Même si le PDS, se retrouvait à être le seul parti, qu'elle se considère comme la section burkinabè de la future Organisation des Peuples d'Afrique(OPA).

 

  • La section burkinabè de l'OPA, après avoir élaboré un manifeste à l'adresse de tous les partis et organisations politiques des divers pays africains, doit établir le contact avec les partis favorables au contenu du Manifeste, et convoquer la première conférence  à Ouagadougou pour la création de l'OPA.

       Je sais que de nombreux partis au Mali, au Sénégal, en Côte d'Ivoire, sont acquis à ces thèses, mais faute de moyen et d'initiative, restent dans l'expectative.

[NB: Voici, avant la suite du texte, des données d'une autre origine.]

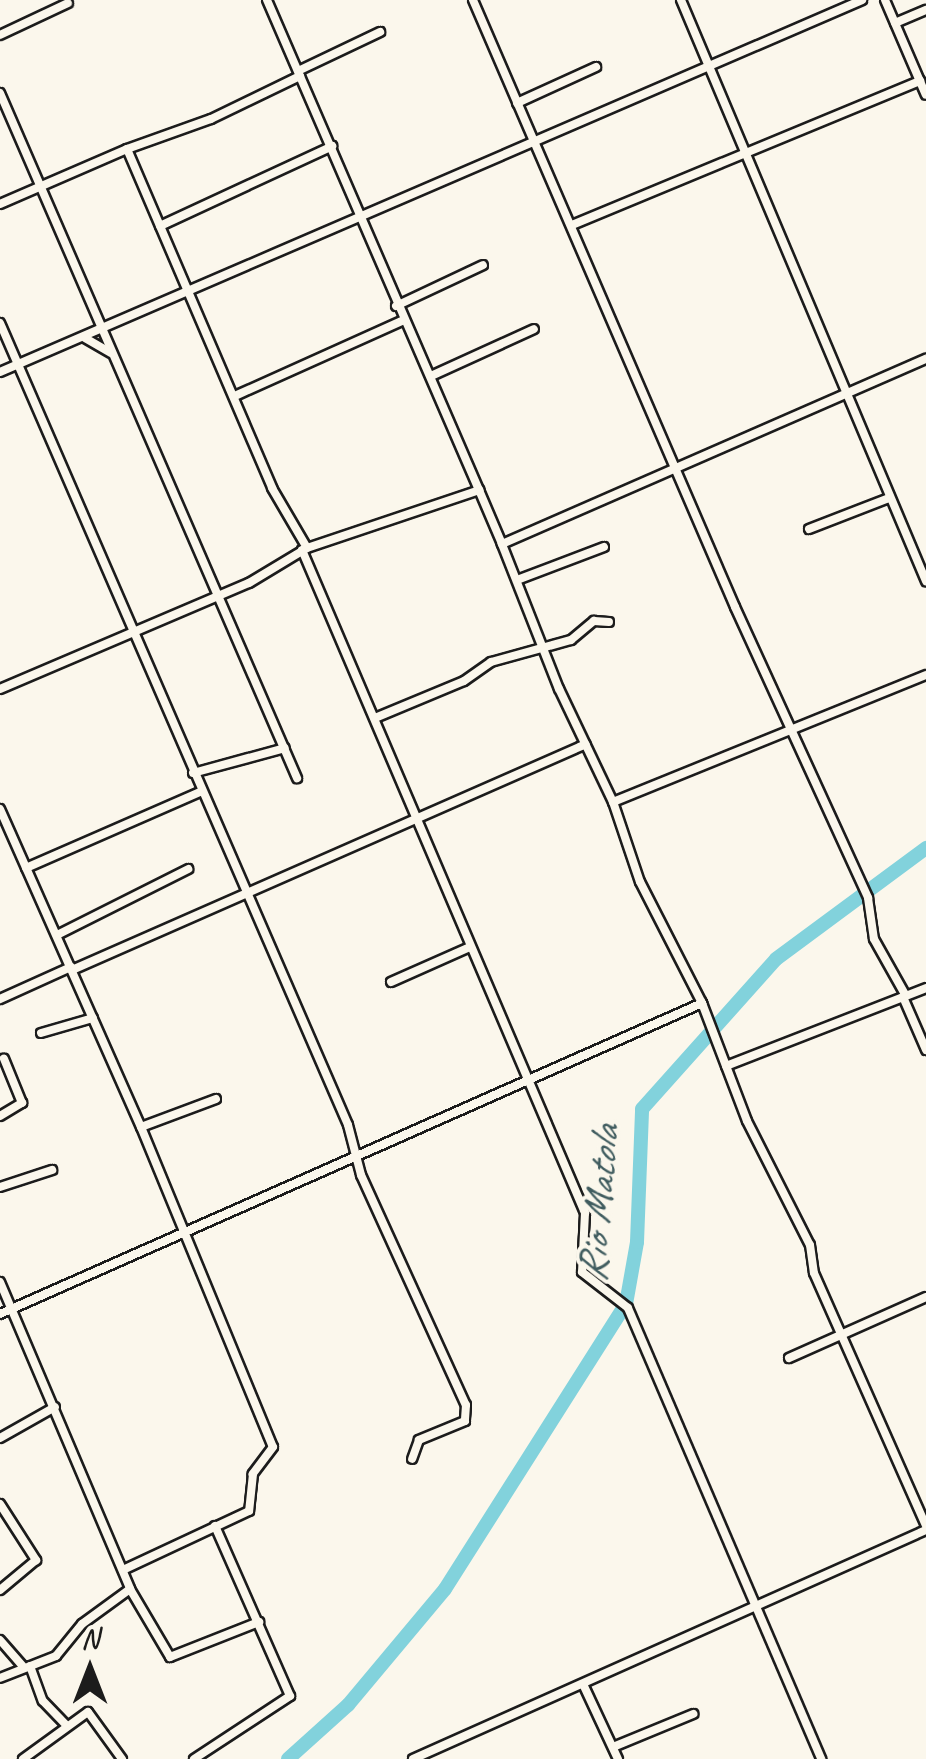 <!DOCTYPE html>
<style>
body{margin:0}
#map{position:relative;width:926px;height:1759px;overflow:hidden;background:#fbf7ec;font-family:Caveat,sans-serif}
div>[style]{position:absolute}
.river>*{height:14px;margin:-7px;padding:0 7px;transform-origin:7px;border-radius:7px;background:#82d2dc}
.roads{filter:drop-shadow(2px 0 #1c1c1c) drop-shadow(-2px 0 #1c1c1c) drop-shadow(0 2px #1c1c1c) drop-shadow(0 -2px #1c1c1c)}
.minor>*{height:8px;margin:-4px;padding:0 4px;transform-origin:4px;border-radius:4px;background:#fbf7ec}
span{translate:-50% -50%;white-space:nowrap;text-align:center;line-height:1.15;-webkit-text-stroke:8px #fbf7ec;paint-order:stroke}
.water-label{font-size:42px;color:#405c5f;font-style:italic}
.north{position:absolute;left:40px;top:1619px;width:100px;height:100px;-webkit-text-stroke:8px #fbf7ec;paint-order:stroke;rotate:0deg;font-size:28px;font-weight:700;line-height:40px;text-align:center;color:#1c1c1c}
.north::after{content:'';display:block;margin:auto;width:35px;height:45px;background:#1c1c1c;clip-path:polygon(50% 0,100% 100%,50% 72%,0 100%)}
</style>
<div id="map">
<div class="river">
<div style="left:288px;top:1759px;width:81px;rotate:-42deg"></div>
<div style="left:348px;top:1705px;width:151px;rotate:-50.1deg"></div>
<div style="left:445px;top:1589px;width:338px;rotate:-57.6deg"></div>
<div style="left:626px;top:1304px;width:63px;rotate:-79.9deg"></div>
<div style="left:637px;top:1242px;width:133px;rotate:-87.8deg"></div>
<div style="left:642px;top:1109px;width:201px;rotate:-48.2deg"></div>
<div style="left:776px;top:959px;width:187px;rotate:-36.5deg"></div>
</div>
<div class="roads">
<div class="minor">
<div style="left:267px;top:0;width:534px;rotate:66.6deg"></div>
<div style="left:473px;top:0;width:661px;rotate:66.65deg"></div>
<div style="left:735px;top:607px;width:320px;rotate:65.4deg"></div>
<div style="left:868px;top:898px;width:41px;rotate:81.7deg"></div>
<div style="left:874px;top:939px;width:65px;rotate:60.7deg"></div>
<div style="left:681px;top:0;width:631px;rotate:67.14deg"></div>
<div style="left:885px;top:0;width:103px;rotate:66.7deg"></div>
<div style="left:895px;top:23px;width:34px;rotate:-23deg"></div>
<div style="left:0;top:35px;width:75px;rotate:-25.2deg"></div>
<div style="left:298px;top:71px;width:91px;rotate:-25.4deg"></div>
<div style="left:0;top:93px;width:747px;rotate:66.56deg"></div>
<div style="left:517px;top:103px;width:87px;rotate:-24.5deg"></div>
<div style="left:127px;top:149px;width:89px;rotate:-19.7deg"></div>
<div style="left:211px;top:119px;width:99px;rotate:-25.8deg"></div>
<div style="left:0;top:204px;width:138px;rotate:-23.4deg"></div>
<div style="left:127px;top:149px;width:369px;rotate:66.8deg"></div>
<div style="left:272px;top:488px;width:69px;rotate:59.7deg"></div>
<div style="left:572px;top:225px;width:377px;rotate:-22.5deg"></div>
<div style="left:160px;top:226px;width:190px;rotate:-24.9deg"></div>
<div style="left:396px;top:306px;width:96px;rotate:-25.2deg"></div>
<div style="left:0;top:323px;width:874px;rotate:66.54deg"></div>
<div style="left:348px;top:1125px;width:52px;rotate:75.4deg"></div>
<div style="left:361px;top:1175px;width:253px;rotate:65.5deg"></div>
<div style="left:466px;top:1405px;width:16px;rotate:94deg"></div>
<div style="left:465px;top:1421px;width:50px;rotate:157.6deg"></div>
<div style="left:419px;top:1440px;width:20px;rotate:110deg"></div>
<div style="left:85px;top:338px;width:30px;rotate:30deg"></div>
<div style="left:0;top:372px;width:939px;rotate:-23.34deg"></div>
<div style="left:431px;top:376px;width:113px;rotate:-24.5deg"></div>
<div style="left:237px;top:395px;width:183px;rotate:-24.2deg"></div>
<div style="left:809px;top:529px;width:86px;rotate:-21.2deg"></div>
<div style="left:302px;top:550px;width:721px;rotate:66.88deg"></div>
<div style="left:585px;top:1213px;width:59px;rotate:92.9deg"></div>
<div style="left:582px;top:1272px;width:58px;rotate:38deg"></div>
<div style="left:628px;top:1308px;width:491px;rotate:66.8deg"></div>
<div style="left:517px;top:580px;width:93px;rotate:-20.8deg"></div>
<div style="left:0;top:689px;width:271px;rotate:-23.1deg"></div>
<div style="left:249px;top:583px;width:68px;rotate:-31.1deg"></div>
<div style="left:307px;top:548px;width:182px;rotate:-18.6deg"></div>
<div style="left:479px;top:490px;width:59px;rotate:66.9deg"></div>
<div style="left:375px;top:718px;width:96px;rotate:-22.6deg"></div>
<div style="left:464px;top:681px;width:33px;rotate:-35deg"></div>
<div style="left:491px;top:662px;width:83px;rotate:-15.4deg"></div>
<div style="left:571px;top:640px;width:30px;rotate:-40deg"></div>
<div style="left:594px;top:621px;width:15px;rotate:4deg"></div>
<div style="left:193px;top:773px;width:95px;rotate:-15.2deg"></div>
<div style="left:613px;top:802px;width:338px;rotate:-22.1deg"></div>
<div style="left:0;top:809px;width:348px;rotate:66.1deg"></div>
<div style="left:141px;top:1127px;width:346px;rotate:67.6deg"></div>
<div style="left:273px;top:1447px;width:34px;rotate:127deg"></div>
<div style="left:253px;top:1474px;width:37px;rotate:96deg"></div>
<div style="left:249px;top:1511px;width:139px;rotate:154.9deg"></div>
<div style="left:26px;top:868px;width:192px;rotate:-23.6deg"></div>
<div style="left:57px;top:935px;width:147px;rotate:-26.7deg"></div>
<div style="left:72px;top:970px;width:561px;rotate:-23.73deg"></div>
<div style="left:391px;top:982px;width:86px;rotate:-23.9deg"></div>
<div style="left:903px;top:997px;width:58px;rotate:66.5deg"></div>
<div style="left:0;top:999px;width:78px;rotate:-24.3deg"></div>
<div style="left:702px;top:1003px;width:126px;rotate:69.1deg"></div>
<div style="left:747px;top:1121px;width:139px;rotate:63.1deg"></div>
<div style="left:810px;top:1245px;width:28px;rotate:82deg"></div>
<div style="left:814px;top:1273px;width:277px;rotate:66.1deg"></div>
<div style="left:41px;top:1033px;width:54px;rotate:-16.1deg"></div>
<div style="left:726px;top:1066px;width:215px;rotate:-21.3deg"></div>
<div style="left:0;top:1116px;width:26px;rotate:-31deg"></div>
<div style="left:22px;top:1103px;width:48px;rotate:-112.2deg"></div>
<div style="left:141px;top:1127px;width:80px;rotate:-20.5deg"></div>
<div style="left:0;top:1187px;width:55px;rotate:-18.1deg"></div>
<div style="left:0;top:1282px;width:333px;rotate:67deg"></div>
<div style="left:130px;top:1589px;width:59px;rotate:143.9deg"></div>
<div style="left:82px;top:1624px;width:41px;rotate:129.1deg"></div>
<div style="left:56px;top:1656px;width:60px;rotate:158.6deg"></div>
<div style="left:0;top:1314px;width:768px;rotate:-23.89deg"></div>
<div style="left:702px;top:1003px;width:136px;rotate:-117.1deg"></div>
<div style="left:640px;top:882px;width:84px;rotate:-108.6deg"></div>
<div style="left:613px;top:802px;width:125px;rotate:-115.5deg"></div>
<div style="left:559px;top:689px;width:156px;rotate:-111.5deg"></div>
<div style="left:502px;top:544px;width:463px;rotate:-23.6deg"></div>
<div style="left:789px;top:1358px;width:150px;rotate:-24deg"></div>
<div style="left:0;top:1438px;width:63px;rotate:-29.4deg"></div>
<div style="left:0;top:1504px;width:67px;rotate:57.3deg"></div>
<div style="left:36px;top:1560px;width:47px;rotate:140.2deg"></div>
<div style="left:130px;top:1589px;width:79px;rotate:59.5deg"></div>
<div style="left:170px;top:1657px;width:96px;rotate:-21.5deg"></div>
<div style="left:0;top:1640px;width:35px;rotate:49deg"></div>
<div style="left:30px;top:1666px;width:37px;rotate:70deg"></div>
<div style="left:43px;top:1701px;width:33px;rotate:46deg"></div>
<div style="left:583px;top:1684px;width:83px;rotate:65deg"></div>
<div style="left:613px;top:1747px;width:87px;rotate:-22.4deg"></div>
<div style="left:23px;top:1759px;width:80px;rotate:-35.9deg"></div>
<div style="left:88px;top:1712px;width:58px;rotate:54.1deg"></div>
<div style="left:194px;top:1759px;width:115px;rotate:-33.3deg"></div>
<div style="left:290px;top:1696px;width:186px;rotate:-113.8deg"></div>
<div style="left:413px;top:1759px;width:562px;rotate:-24.06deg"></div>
</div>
</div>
<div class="water-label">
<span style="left:599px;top:1204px;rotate:-85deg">Rio Matola</span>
</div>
<div class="north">N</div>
</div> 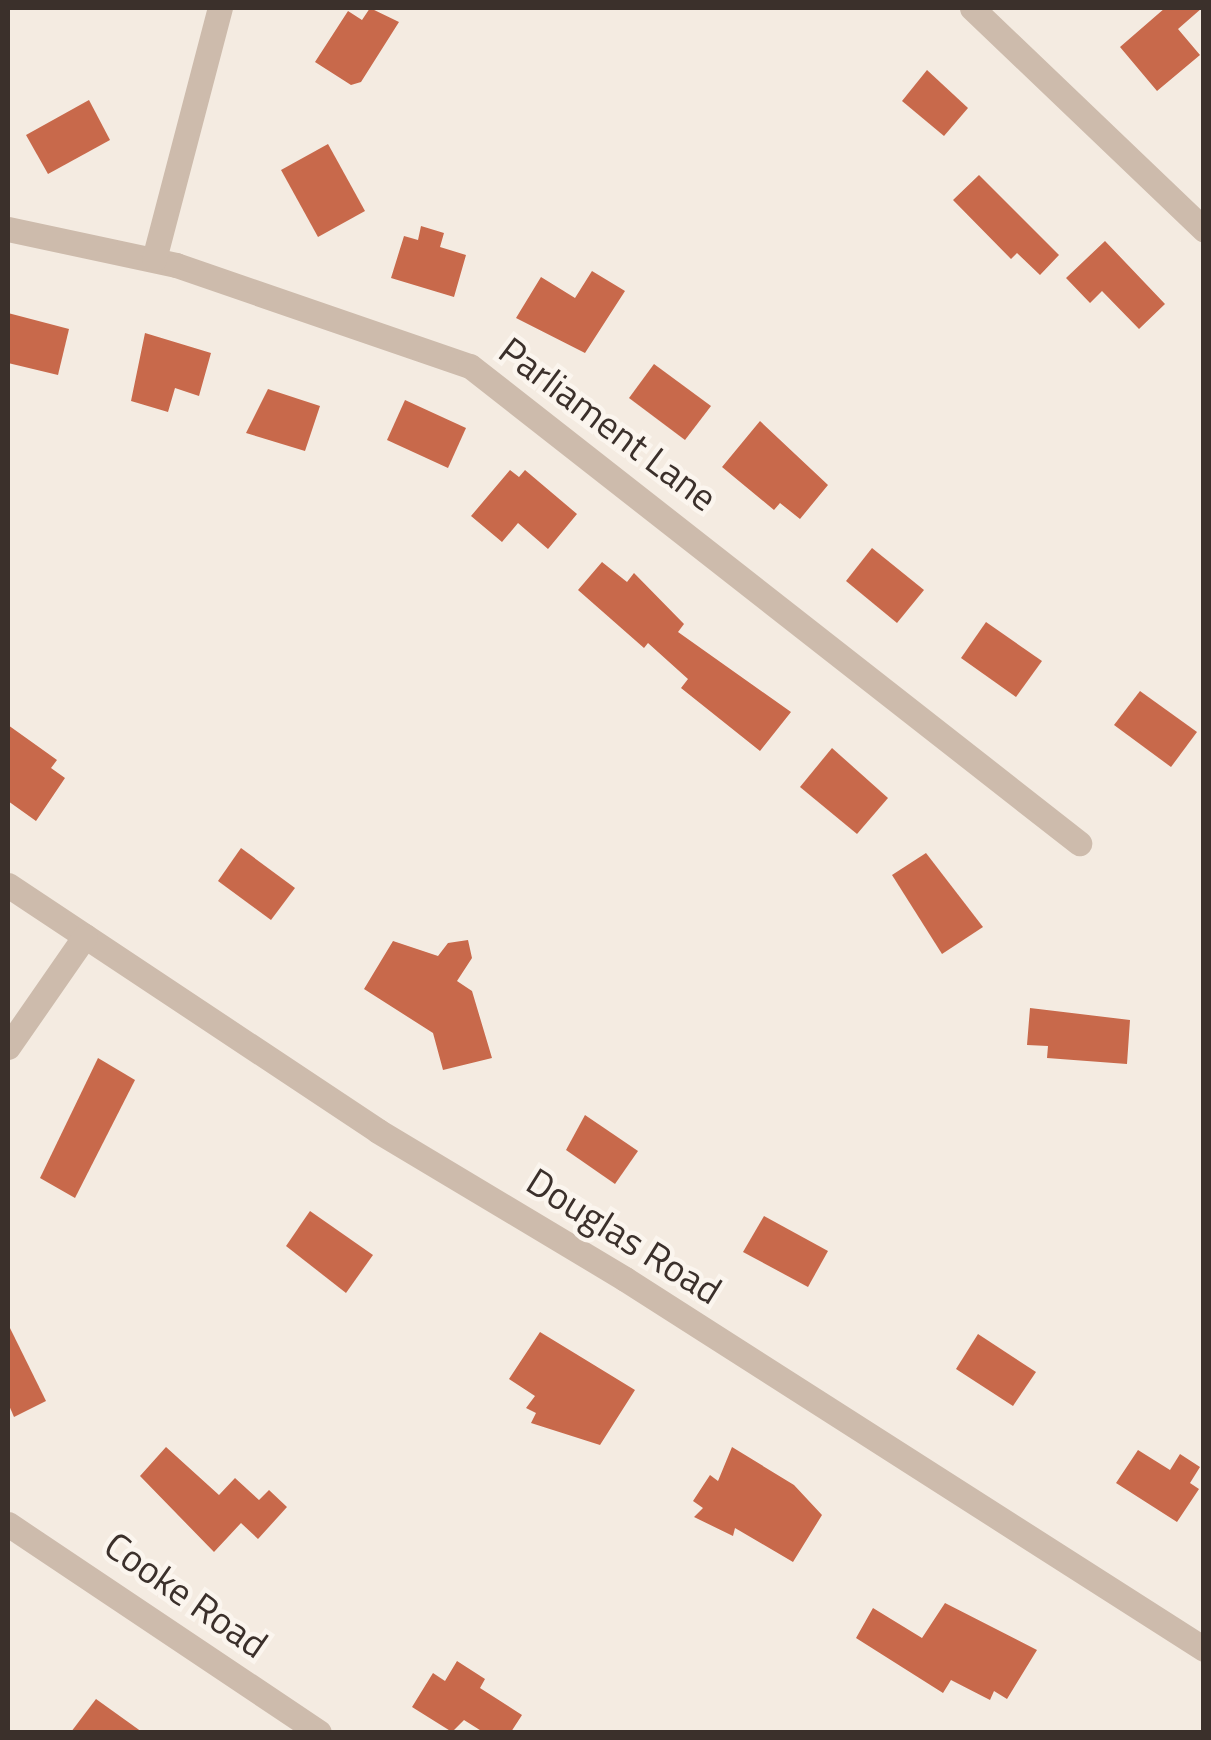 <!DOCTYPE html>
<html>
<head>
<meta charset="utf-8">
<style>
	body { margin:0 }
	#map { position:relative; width:1211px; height:1740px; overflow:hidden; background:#f4ebe1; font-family:"Titillium Web",sans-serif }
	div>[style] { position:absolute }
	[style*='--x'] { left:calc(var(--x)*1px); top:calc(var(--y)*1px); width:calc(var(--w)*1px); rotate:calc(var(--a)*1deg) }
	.building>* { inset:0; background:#c8694b }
	.minor>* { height:25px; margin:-12.5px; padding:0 12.5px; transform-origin:12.5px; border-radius:12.5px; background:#cdbbac }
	span { translate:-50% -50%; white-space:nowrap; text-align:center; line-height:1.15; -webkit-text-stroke:9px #fbf5ee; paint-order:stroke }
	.street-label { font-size:38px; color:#3b302b }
	.frame { position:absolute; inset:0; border:10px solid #3b302b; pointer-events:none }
</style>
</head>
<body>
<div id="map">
	<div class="building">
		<i style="clip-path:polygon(370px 8px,399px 22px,361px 82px,351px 85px,315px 62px,348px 11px,362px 20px)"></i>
		<i style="clip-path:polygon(1165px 8px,1202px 8px,1178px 29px,1200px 55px,1157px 91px,1120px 47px)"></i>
		<i style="clip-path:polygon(927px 70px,968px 108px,944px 136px,902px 101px)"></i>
		<i style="clip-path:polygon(89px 100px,110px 140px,48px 174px,26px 135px)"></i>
		<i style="clip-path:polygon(328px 144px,365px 211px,318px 237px,281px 170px)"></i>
		<i style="clip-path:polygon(979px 175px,1059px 255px,1040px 275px,1017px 253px,1011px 259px,953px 200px)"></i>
		<i style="clip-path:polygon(421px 226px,444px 233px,440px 247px,466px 255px,454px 297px,391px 278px,404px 236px,418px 240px)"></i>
		<i style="clip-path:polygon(1105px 241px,1165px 304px,1139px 329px,1102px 291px,1090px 303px,1066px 278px)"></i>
		<i style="clip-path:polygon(592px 271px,625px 291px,585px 353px,516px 318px,541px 277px,575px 298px)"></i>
		<i style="clip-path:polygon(8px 313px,69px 329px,58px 375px,8px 363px)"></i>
		<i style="clip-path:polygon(145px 333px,211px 353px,199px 396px,175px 388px,168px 412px,131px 401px)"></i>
		<i style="clip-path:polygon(654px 364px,711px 406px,685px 440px,629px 398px)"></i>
		<i style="clip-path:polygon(268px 389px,320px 406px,305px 451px,246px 433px)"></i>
		<i style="clip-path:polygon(405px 400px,466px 428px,448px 468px,387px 440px)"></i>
		<i style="clip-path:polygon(760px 421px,828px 485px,800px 519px,780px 503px,774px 510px,722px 467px)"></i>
		<i style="clip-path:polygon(510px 470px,519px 477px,525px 470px,577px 514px,548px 549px,518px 523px,502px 542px,471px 516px)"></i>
		<i style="clip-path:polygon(872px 548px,924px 590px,897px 623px,846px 581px)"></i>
		<i style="clip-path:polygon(602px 562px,627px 582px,634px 573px,684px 624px,678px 632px,791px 712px,760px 751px,681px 688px,688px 679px,648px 643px,644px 648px,578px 590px)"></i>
		<i style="clip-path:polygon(986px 622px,1042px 661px,1016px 697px,961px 658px)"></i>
		<i style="clip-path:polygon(1140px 691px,1197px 732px,1171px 767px,1114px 725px)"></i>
		<i style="clip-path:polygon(8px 725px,57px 760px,51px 768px,65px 778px,36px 821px,8px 801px)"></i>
		<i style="clip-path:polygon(832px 748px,888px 798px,857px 834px,800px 787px)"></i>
		<i style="clip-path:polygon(241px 848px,295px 888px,271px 920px,218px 881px)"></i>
		<i style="clip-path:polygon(926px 853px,983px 927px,942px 954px,892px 875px)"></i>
		<i style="clip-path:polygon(468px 940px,472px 958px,457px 981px,472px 991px,492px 1058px,443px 1070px,433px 1033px,364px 989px,393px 941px,438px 956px,448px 943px)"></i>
		<i style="clip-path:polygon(1030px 1008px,1130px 1020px,1127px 1064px,1047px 1058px,1048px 1046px,1027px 1045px)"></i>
		<i style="clip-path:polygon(98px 1058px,135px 1080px,75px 1198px,40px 1178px)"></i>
		<i style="clip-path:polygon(585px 1115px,638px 1151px,615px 1184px,566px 1150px)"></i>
		<i style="clip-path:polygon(310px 1211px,373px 1255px,346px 1293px,286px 1246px)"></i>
		<i style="clip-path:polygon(764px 1216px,828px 1251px,808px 1287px,743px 1252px)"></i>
		<i style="clip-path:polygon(8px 1324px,46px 1401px,14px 1417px,8px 1403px)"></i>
		<i style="clip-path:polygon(540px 1332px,635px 1390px,600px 1445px,531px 1423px,536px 1413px,526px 1408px,535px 1396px,509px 1379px)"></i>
		<i style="clip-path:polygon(978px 1334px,1036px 1372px,1013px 1406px,956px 1369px)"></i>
		<i style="clip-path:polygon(166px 1447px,219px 1495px,235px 1478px,259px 1500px,269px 1490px,287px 1507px,258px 1539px,241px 1523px,214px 1552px,140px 1476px)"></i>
		<i style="clip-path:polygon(732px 1447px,794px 1485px,822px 1515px,793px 1562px,735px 1528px,733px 1536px,694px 1517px,703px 1508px,693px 1501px,710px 1475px,718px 1481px)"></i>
		<i style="clip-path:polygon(1138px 1450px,1170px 1470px,1180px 1454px,1200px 1467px,1190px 1483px,1199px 1489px,1177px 1522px,1116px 1483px)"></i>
		<i style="clip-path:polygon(945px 1603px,1037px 1650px,1007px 1699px,994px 1691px,990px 1700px,951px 1680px,943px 1693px,856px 1638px,873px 1608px,922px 1638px)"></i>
		<i style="clip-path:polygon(457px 1661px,485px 1679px,480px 1688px,522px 1715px,511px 1732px,483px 1732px,464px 1720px,452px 1732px,412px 1707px,433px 1673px,445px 1681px)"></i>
		<i style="clip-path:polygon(96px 1699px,142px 1732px,71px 1732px)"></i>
	</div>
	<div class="minor">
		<i style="--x:972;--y:8;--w:321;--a:43.7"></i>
		<i style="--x:8;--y:229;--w:172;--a:12.1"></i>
		<i style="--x:176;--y:265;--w:311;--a:19"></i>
		<i style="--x:470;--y:366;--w:774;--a:38.07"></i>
		<i style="--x:154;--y:259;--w:260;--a:-75.3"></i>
		<i style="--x:8;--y:885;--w:444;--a:33.6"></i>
		<i style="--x:378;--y:1131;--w:288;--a:30.9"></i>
		<i style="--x:625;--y:1279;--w:687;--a:32.58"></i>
		<i style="--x:8;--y:1047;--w:135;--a:-55.3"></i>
		<i style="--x:8;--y:1524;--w:374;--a:33.8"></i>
	</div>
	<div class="street-label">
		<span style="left:608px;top:424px;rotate:37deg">Parliament Lane</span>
		<span style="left:624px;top:1236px;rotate:32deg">Douglas Road</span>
		<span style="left:186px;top:1595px;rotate:35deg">Cooke Road</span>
	</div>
	<div class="frame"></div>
</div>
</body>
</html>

      Nous avons la chance au Burkina Faso, du fait de la révolution du 4 Août, de bénéficier d'un capital de confiance au sein des masses africaines. C'est l'occasion pour le président Blaise Compaoré de se concilier avec tous ces patriotes africains en favorisant le début de réalisation d'un discours qui dépassera celui de Thomas Sankara. C'est l'occasion pour lui, s'il a de grandes ambitions, d'inscrire son nom aux côtés d'homme illustres que les générations actuels et à venir continueront de vénérer, tels Nkrumah, Patrice Lumumba, Thomas Sankara, Cheik Anta Diop.

       Même sur le plan intérieur, c'est l'opportunité pour lui de réunir autour de lui toutes les forces vives et saines, pour un grand projet. Car il ne peut se tromper sur la force réelle de l'ODP/MT, malgré les résultats obtenus au cours des dernières élections. Ce qui a été obtenu par l'argent et les corruptions diverses, sera déconfit par l'argent et la corruption. Mais ce qui a été obtenu par la force de l'idéal demeure immortel.

 

  • L'OPA, ainsi constitué et oeuvrant pour s'implanter dans les masses de chaque pays, concrétisera l'idée de la Fédération des Etats d'Afrique. Qu'on se souvienne du fait qu'une fois que l'idée de l'indépendance ait gagné toutes les brousses d'Afrique, il fut devenu impossible pour les colonisateurs de maintenir leur empire. La poussée des masses a contraint même ceux qui ne voulaient pas l'indépendance, à la prendre.

 Et lorsque le mot d'ordre de la seconde indépendance (qui passe par l'Etat  Fédéral d'Afrique) aurait gagné les brousses d'Afrique, les gouvernants attachés au micro-nationalisme verront leur fin de règne.

C'est un rêve. Mais il nous faut rêver. Et lorsqu'on nous rêvons ensemble, notre utopie deviendra une réalité.

 

  • Dans ces négociations avec les divers partis au Burkina Faso, pour la création de l'OPA, c'est l'occasion pour le PDS d'exiger la réparation des torts subis:

- l'organisation des funérailles de notre camarade Guillaume Séssouma, et la prise en charge de l'éducation de ses enfants.

- le retour des camarades exilés et leur réinsertion sociale;

- etc.

 

 

 

Valère D. SOME

 


[1] . Parti de la démocratie sociale qui est une évolution que nous avons fait subir à l’ULC-R en 1990.